Starting off with probably my most controversial take, the number one reason I DNF a book is that I didn’t realize when I picked it up that it’s young adult. Look, absolutely no shade to anyone who reads or writes for this age category. Any effort to entice teens to read more is a-okay in my book. But YA narratives are just not something I’m interested in. And because it is my penchant to pick up a book without even so much as glancing at the synopsis, I often accidentally get a chapter or two into a story before I realize why the writing feels so juvenile.
So, no, this one isn’t the writer’s fault at all. In fact it’s almost always mine, though sometimes marketing leads me astray. But, in all honesty, I probably wouldn’t have read the book even if I did know what I was getting to at the outset. Unless the premise is super bitchin, which, again, I usually don’t know because I try not to read synopses, I’ll be skipping YA. Sorry. Actually, no, not sorry. I’m an adult. I don’t have to apologize for not reading books about teenagers.
Also, if your book is technically adult but still reads as YA, I’m not going to finish it. The point is I want adult-sounding stories. The age of the protagonist isn’t usually at issue (His Dark Materials is an all time favorite, and Red Sister was the highest rated book I read last year), it’s the tone of the book.
Unnatural Sounding Dialogue
I just DNF’d a book yesterday at only 8% for this reason, because not a single conversation in 2.5 chapters sounded like they were being had by real people. For me, the tone of the dialogue needs to be congruent with the tone of the prose. If you’re using really beautiful, flowery language to describe the setting, the emotions of the characters, or the action, it’s going to completely throw me when the characters sound like they’re just having a conversation in a coffee shop (reminder: I read almost exclusively fantasy). This is a stylistic thing and totally subjective, but dialogue is usually my favorite part of a story so it’s easier to irritate me when the character voice doesn’t match up with the narrative voice.
The Main Character is Actively Stupid
This one I’ve gotten better about, usually because by the time it becomes a real issue I’ve already invested too much time into the book and I just want to get it over with.

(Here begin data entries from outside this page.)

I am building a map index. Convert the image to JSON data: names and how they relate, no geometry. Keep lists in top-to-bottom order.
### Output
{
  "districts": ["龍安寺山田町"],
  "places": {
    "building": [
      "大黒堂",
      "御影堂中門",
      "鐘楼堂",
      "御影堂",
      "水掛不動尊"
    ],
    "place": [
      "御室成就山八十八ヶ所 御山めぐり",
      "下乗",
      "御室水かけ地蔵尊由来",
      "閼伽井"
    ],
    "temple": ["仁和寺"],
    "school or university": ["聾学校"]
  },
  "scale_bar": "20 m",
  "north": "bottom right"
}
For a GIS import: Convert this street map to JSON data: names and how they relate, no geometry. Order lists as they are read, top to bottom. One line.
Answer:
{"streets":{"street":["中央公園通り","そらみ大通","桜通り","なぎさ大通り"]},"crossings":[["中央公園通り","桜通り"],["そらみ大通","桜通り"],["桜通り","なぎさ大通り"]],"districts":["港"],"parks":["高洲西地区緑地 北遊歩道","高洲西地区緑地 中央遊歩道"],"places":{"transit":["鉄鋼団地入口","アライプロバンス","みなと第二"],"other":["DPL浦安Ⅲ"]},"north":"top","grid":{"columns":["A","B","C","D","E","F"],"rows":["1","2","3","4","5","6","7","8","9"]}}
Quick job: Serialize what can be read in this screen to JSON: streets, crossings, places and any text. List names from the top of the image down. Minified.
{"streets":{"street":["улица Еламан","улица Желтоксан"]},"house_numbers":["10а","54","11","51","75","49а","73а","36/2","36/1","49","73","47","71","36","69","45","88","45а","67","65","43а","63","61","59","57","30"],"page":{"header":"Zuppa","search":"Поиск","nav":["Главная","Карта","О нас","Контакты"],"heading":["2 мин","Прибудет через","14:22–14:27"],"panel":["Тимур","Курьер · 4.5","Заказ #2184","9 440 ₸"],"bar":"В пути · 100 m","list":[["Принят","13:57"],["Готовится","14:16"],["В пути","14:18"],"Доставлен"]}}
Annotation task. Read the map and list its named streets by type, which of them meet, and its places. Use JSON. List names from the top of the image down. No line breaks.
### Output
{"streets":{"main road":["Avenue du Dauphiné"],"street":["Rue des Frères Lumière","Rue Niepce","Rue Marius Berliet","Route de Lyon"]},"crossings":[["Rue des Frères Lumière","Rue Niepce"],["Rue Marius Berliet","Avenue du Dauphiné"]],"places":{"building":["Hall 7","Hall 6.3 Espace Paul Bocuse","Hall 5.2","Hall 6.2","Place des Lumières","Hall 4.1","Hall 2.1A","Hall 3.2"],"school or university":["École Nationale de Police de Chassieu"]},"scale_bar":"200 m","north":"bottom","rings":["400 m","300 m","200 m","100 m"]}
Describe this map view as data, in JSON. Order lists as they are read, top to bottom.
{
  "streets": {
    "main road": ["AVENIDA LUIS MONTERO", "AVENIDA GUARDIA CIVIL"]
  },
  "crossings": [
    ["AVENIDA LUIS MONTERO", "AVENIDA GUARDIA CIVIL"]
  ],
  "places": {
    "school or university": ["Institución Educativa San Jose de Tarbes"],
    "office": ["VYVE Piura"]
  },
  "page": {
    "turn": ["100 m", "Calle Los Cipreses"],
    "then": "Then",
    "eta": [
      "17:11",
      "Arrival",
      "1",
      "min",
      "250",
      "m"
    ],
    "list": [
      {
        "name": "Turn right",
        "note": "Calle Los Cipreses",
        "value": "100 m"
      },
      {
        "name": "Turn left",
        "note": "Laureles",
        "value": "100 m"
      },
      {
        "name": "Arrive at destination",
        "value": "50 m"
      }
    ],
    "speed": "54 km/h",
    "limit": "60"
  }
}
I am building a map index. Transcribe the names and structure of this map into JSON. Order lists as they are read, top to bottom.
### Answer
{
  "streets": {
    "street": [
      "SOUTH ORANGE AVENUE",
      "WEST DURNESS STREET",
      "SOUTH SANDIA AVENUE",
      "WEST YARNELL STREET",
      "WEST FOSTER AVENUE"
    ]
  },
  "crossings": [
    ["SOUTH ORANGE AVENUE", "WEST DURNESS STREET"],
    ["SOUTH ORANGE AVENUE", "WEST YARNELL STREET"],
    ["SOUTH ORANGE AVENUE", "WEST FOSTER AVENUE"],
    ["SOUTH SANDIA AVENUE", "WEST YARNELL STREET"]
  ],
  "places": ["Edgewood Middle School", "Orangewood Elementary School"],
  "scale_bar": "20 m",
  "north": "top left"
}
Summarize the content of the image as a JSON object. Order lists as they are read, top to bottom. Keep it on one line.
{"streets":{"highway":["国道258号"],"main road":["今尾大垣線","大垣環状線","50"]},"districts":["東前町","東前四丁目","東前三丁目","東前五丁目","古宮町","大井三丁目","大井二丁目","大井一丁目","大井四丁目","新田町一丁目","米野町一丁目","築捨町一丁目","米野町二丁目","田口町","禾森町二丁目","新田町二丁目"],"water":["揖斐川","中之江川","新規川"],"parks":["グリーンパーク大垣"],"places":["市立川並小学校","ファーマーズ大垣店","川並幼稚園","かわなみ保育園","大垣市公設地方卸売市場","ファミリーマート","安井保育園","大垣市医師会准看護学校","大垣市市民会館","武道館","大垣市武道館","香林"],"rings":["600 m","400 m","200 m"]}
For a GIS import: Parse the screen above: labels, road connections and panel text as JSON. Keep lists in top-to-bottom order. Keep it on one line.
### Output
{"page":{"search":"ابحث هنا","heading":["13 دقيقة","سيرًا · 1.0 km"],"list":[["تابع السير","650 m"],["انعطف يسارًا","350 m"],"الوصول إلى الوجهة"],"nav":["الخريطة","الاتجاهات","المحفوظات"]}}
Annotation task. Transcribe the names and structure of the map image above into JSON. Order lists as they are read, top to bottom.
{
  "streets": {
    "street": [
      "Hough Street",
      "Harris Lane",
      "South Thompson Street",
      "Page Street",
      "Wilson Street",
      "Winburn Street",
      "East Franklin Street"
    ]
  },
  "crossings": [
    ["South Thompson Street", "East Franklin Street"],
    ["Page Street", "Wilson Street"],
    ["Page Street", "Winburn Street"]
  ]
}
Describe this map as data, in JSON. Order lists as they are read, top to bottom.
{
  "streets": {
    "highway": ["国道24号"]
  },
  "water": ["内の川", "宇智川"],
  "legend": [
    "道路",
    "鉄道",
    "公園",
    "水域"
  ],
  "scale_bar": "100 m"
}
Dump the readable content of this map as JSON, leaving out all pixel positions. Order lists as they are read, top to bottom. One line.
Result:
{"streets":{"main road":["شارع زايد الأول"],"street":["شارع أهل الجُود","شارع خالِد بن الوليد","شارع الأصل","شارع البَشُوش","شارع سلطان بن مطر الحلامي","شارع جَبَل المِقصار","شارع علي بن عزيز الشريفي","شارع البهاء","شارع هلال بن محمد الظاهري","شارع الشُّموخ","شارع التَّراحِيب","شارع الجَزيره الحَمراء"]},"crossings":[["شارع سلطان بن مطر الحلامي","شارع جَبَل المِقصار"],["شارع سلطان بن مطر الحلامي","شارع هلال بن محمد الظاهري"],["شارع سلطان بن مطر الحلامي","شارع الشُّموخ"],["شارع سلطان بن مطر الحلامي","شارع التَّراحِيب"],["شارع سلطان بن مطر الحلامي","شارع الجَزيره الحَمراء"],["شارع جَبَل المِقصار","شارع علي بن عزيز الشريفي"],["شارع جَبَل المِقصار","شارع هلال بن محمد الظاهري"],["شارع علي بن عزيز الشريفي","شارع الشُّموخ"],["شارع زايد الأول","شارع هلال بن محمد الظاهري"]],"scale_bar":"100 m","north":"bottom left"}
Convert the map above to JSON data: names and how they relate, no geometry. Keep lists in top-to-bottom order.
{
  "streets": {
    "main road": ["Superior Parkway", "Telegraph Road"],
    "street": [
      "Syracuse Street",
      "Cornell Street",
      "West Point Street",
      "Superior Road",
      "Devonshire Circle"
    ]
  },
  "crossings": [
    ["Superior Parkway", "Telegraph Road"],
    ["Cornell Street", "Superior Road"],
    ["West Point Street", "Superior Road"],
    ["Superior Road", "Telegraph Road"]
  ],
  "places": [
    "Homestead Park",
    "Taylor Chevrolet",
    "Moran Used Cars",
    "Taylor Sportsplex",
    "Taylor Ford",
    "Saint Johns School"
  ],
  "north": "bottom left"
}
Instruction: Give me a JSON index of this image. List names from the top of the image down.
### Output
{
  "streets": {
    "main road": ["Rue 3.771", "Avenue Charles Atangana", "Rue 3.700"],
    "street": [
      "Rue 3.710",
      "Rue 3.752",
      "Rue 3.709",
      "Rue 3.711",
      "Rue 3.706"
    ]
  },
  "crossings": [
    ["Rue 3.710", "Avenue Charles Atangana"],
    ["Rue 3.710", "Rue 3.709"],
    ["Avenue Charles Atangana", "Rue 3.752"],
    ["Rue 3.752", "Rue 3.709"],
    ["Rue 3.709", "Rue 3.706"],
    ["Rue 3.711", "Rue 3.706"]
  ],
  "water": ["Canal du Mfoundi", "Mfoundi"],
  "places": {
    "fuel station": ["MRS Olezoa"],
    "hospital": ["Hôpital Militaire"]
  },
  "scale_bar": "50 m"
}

But, if the POV character making dumb decisions is the primary way of forwarding the plot along, then I’m sorry you’ve lost me. Like, I get it, it’s important that the plot happens because of the main character not to them, and the best way to make that happen and retain tension is if they make mistakes, but there is also a limit to how much a reader can tolerate. All things in moderation.
Also, do not tell me a character is smart in the text if you’re going to advance the plot via their completely avoidable mistakes.
The Sole Female Character Betrays Her Male Companions
I don’t care what the reason is. I don’t care if she comes back to the good side later. I don’t care if it’s all a ruse. If your cast is male-dominated and you make the choice that your only female representation is going to take the fall for doing something shitty, I will not be reading your book or probably any of your other books. Thankfully this isn’t too much of an issue with modern fantasy, but hoo boy in older titles…
I’m Just Not In the Mood For This Kind of Story
Now, to be fair, when something like this happens it’s usually more of a DNF for now kind of situation. Rarely will I cast aside an entire book just because I didn’t feel up to enjoying it at the moment. A big issue with me is, as someone with chronic depression and anxiety, I am not always in the right headspace to read something with darker themes. If the opening of a book is particularly heavy, I will often put it aside to return to when I am feeling up to it. Sometimes, I just want something light and fun, and sometimes I want something that gets really into the gritty detail. In fact, a lot of times when I DNF a book it is with the intention that I will get back to it later and try again. If I have to DNF it a second time, though, I won’t be giving it a third chance.